> [Supplied material]

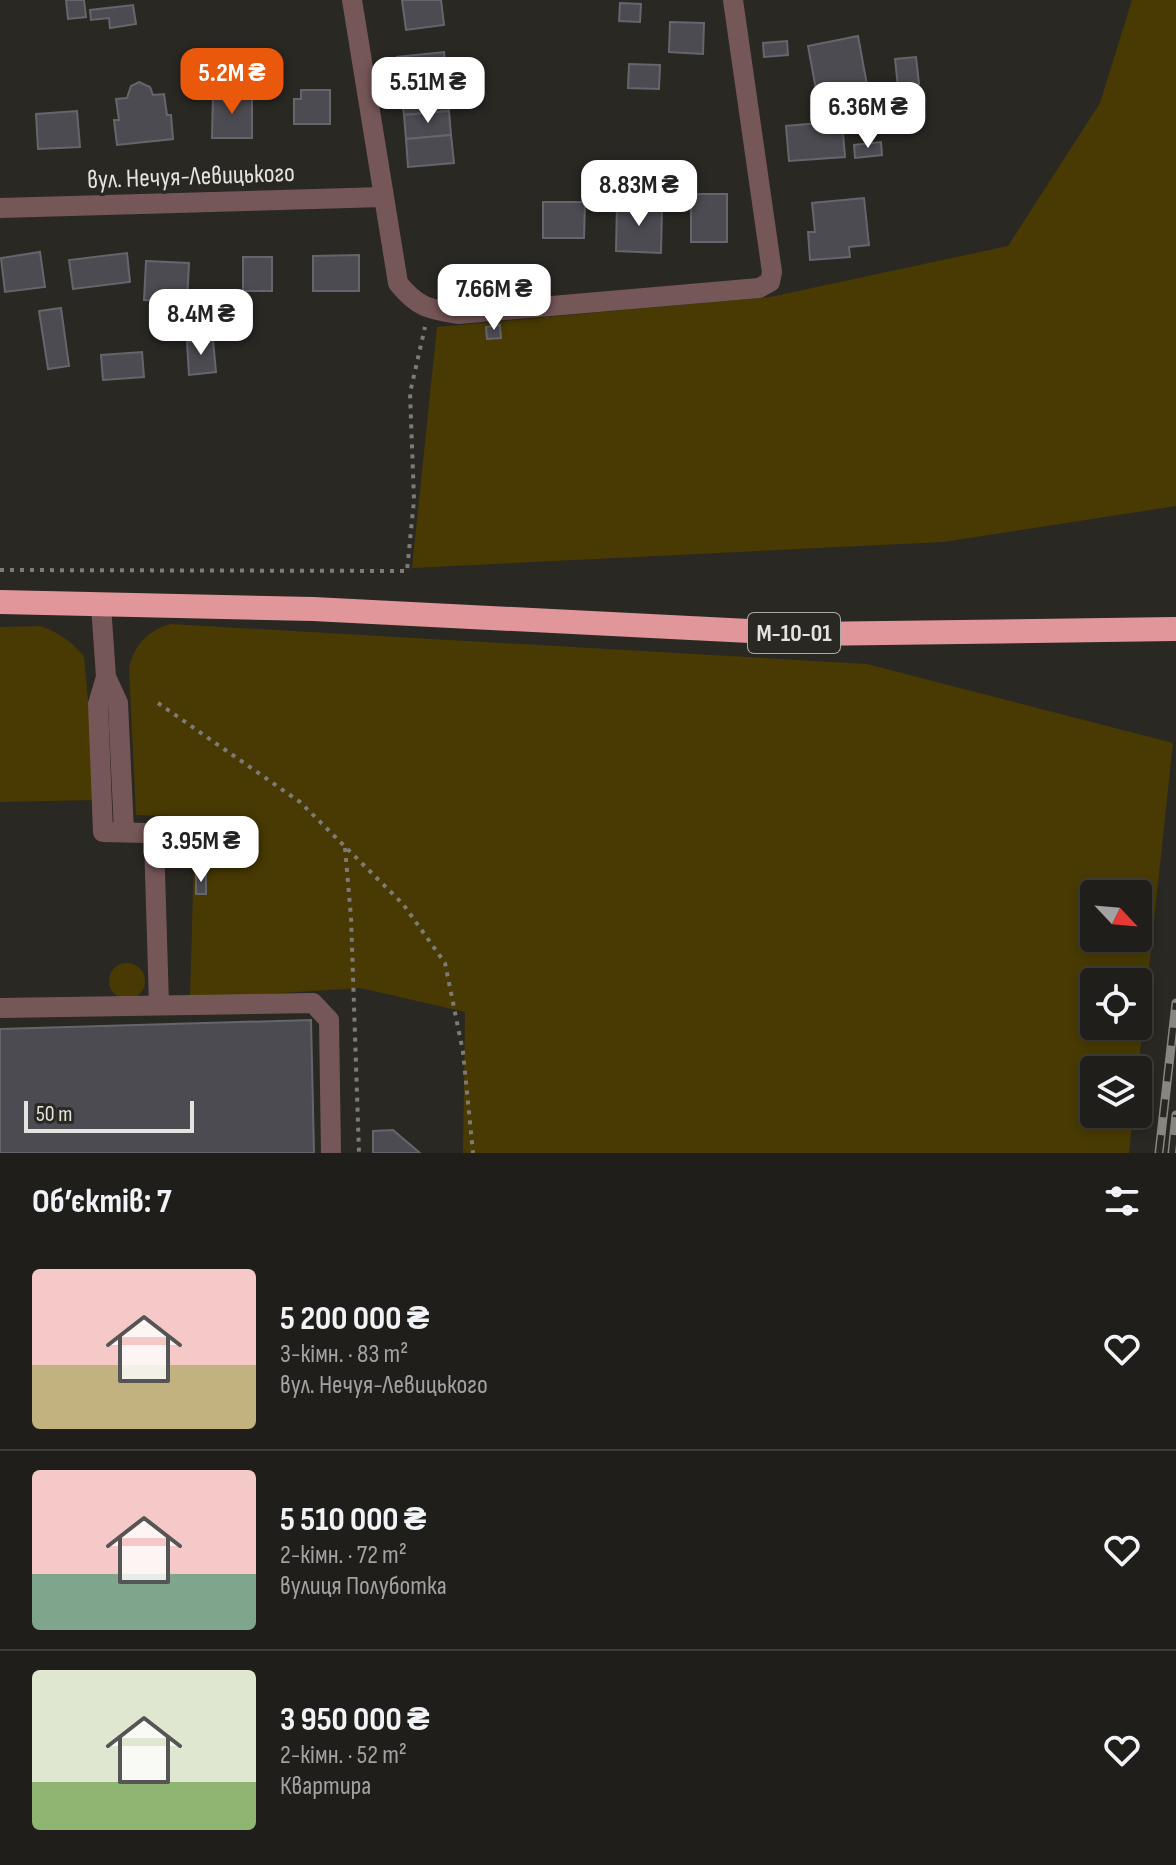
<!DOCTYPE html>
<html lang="uk">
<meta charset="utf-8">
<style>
body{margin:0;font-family:"Sofia Sans Condensed",sans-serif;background:#2d2b27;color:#f1f3f6;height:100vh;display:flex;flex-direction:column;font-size:30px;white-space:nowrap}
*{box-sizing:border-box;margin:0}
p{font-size:26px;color:#a2a2a2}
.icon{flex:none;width:44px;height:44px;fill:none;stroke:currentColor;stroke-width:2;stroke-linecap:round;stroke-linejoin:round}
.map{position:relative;height:1153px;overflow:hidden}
.details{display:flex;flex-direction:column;background:#201e1a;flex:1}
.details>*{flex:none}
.needle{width:52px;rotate:116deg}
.fabs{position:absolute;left:1080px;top:880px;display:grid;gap:16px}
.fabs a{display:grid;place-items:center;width:72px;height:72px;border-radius:8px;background:#201e1a;box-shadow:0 4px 12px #0003,0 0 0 2px #3d3c39;font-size:40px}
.scale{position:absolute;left:24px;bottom:20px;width:170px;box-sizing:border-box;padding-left:8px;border:4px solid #e4e3df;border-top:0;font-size:22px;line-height:28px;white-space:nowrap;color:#e4e3df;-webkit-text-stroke:6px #2a2823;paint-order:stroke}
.price{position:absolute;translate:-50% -68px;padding:0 18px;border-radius:16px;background:#fff;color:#222;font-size:26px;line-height:52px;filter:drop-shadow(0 2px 4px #0008)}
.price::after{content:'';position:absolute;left:50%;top:48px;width:24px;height:18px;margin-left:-12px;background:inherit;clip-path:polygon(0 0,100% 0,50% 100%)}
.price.on{background:#ea580c;color:#fff}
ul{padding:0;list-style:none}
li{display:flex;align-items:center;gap:24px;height:200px;padding:0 32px}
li+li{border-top:2px solid #3d3c39}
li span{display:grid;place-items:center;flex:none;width:224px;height:160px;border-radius:8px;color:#555}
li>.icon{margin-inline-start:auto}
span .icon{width:96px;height:96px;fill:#fffc;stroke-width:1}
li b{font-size:34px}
h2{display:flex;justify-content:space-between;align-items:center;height:96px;padding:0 32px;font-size:34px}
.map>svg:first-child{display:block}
.green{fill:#483a02;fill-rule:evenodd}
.building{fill:#4b4b51;stroke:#66656c;stroke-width:2}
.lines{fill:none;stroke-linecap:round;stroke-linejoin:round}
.path{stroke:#7d7b77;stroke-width:4;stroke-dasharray:4 6;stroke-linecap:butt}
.minor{stroke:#765758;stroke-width:20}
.highway{stroke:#e19799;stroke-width:24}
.rail-casing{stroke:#878681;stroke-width:9}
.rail{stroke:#2a2823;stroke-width:6;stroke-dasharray:18;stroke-linecap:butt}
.labels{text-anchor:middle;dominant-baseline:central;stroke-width:7;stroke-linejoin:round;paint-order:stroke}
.shield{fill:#2a2823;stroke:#acaba7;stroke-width:2}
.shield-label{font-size:24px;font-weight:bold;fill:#e4e3df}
.street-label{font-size:26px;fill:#e4e3df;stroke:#2a2823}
</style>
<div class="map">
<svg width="1176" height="1153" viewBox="0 0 1176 1153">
<rect width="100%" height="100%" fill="#2a2823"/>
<!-- green -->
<g class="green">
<path d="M1132,0H1176V506L943,542L412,568L437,327L770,297L1008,246L1100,103Z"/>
<path d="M171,624L867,664L1173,743L1138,1070H1094V1114H1133L1129,1153H463L465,1012L360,988L190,999L195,817L136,815L129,667C136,643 147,631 171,624ZM1094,894H1138V938H1094ZM1094,982H1138V1026H1094Z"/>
<path d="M41,626C59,633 71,641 84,656L97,800L0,802V627Z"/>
<circle cx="127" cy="981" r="18"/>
</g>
<!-- building -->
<g class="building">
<path d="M66,0H84L86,17L68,19Z"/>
<path d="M402,0H441L444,25L406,30Z"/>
<path d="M620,3L641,4L640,22L619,21Z"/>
<path d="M133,5L136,24L110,28L109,18L91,20L90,10Z"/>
<path d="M670,22L704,23L703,54L669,52Z"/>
<path d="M858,36L867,85L817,95L808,46Z"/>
<path d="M787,41L788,55L764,57L763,43Z"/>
<path d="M444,52L448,89L401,95L397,57Z"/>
<path d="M916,57L919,84L898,87L895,59Z"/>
<path d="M629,64L660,65L659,89L628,88Z"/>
<path d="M139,82L150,87L153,95L164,94L167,115H171L173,139L117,145L114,120H119L116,99L127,98L131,86Z"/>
<path d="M448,89L449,111L404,115L401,95Z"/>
<path d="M301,90H330V124H294V99H301Z"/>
<path d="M213,94L252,95V138H212Z"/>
<path d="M77,111L80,147L38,149L36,114Z"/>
<path d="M449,111L451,135L406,139L404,115Z"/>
<path d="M842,121L845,157L789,161L786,126Z"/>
<path d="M451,135L454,163L408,167L406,139Z"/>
<path d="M881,142L882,155L855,158L854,145Z"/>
<rect x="691" y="194" width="36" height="48"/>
<path d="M864,198L869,245L849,247L850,257L810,260L808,232H815L812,203Z"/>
<path d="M543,202H585L584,238H543Z"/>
<path d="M617,204L662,205L661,253L616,251Z"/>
<path d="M40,252L45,287L5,292L1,258Z"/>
<path d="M127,253L130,282L73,289L69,260Z"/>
<path d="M359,255V291H313V256Z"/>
<rect x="243" y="257" width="29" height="34"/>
<path d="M146,261L189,263L187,302L144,300Z"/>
<path d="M61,308L69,366L48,369L39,311Z"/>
<path d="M500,325L501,338L487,339L486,327Z"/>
<path d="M213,340L216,372L189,375L187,342Z"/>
<path d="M142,352L144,377L103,380L101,355Z"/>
<rect x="196" y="874" width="10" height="20"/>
<path d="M311,1020L314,1153H0V1029Z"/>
<path d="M393,1130L420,1153H373V1131Z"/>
</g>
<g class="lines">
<!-- path -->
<g class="path">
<path d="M0,570L407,571L414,500L410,393L425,327"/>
<path d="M158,703L300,802L403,904L445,963L463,1052L473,1153"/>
<path d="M345,848L351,917L359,1153"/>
</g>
<!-- minor -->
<g class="minor">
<path d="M352,0L398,283C417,307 428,309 458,314L759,288L770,282L772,272L733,0"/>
<path d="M0,208L383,197"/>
<path d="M101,605L106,677L118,703L124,832"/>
<path d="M106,677L98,704L103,832L147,833L154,839L159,1005"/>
<path d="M0,1008L313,1003L329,1020L331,1153"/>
</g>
<!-- highway -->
<path class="highway" d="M0,602L313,609L808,634L1176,629"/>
<defs>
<g id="rail">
<path d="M1159,1153L1176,1003"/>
<path d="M1172,1153L1176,1115"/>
</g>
</defs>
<!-- rail casing -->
<use href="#rail" class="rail-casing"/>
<!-- rail -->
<use href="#rail" class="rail"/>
</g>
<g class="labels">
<!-- shield labels -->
<rect class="shield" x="748" y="613" width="92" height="40" rx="6"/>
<g class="shield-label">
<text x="794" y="633">М-10-01</text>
</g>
<!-- street labels -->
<g class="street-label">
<text transform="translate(191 177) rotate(-2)">вул. Нечуя-Левицького</text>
</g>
</g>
</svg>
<div class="fabs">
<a><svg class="needle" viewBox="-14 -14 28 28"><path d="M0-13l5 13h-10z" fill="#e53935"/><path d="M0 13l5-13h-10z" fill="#a2a2a2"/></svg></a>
<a><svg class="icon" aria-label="locate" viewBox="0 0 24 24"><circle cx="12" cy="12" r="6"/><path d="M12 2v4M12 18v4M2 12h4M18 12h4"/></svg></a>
<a><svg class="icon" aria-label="layers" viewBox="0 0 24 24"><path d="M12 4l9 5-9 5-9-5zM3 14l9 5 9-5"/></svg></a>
</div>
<div class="scale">50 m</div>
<b class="price on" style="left:232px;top:116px">5.2M ₴</b>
<b class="price" style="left:428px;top:125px">5.51M ₴</b>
<b class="price" style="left:868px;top:150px">6.36M ₴</b>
<b class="price" style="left:639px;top:228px">8.83M ₴</b>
<b class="price" style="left:494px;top:332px">7.66M ₴</b>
<b class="price" style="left:201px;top:357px">8.4M ₴</b>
<b class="price" style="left:201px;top:884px">3.95M ₴</b>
</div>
<section class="details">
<h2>Об’єктів: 7<svg class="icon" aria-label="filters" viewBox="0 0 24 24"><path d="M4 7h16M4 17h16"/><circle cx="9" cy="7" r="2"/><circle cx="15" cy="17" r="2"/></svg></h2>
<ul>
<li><span style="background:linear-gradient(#f6c9c9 60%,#c2b280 0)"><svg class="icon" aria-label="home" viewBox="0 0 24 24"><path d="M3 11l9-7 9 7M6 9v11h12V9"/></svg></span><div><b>5 200 000 ₴</b><p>3-кімн. · 83 m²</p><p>вул. Нечуя-Левицького</p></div><svg class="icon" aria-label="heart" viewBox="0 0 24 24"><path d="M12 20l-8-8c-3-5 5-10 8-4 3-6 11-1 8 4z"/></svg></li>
<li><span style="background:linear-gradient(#f6c9c9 65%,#7fa58c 0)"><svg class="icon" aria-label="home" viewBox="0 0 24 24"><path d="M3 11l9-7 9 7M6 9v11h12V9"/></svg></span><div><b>5 510 000 ₴</b><p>2-кімн. · 72 m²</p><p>вулиця Полуботка</p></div><svg class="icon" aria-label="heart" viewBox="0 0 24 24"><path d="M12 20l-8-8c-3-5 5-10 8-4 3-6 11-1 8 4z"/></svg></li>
<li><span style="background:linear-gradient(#dfe7d0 70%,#8fb573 0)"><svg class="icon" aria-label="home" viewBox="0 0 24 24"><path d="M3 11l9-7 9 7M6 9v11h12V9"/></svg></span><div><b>3 950 000 ₴</b><p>2-кімн. · 52 m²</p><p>Квартира</p></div><svg class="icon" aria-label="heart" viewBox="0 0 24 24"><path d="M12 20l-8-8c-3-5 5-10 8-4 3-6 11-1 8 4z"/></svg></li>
</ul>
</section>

> [What to produce]
Each line from the one containing "200 000 ₴</b><p>3-кімн." through the end of the material must be output exactly, and no other line.

> [Reply]
<li><span style="background:linear-gradient(#f6c9c9 60%,#c2b280 0)"><svg class="icon" aria-label="home" viewBox="0 0 24 24"><path d="M3 11l9-7 9 7M6 9v11h12V9"/></svg></span><div><b>5 200 000 ₴</b><p>3-кімн. · 83 m²</p><p>вул. Нечуя-Левицького</p></div><svg class="icon" aria-label="heart" viewBox="0 0 24 24"><path d="M12 20l-8-8c-3-5 5-10 8-4 3-6 11-1 8 4z"/></svg></li>
<li><span style="background:linear-gradient(#f6c9c9 65%,#7fa58c 0)"><svg class="icon" aria-label="home" viewBox="0 0 24 24"><path d="M3 11l9-7 9 7M6 9v11h12V9"/></svg></span><div><b>5 510 000 ₴</b><p>2-кімн. · 72 m²</p><p>вулиця Полуботка</p></div><svg class="icon" aria-label="heart" viewBox="0 0 24 24"><path d="M12 20l-8-8c-3-5 5-10 8-4 3-6 11-1 8 4z"/></svg></li>
<li><span style="background:linear-gradient(#dfe7d0 70%,#8fb573 0)"><svg class="icon" aria-label="home" viewBox="0 0 24 24"><path d="M3 11l9-7 9 7M6 9v11h12V9"/></svg></span><div><b>3 950 000 ₴</b><p>2-кімн. · 52 m²</p><p>Квартира</p></div><svg class="icon" aria-label="heart" viewBox="0 0 24 24"><path d="M12 20l-8-8c-3-5 5-10 8-4 3-6 11-1 8 4z"/></svg></li>
</ul>
</section>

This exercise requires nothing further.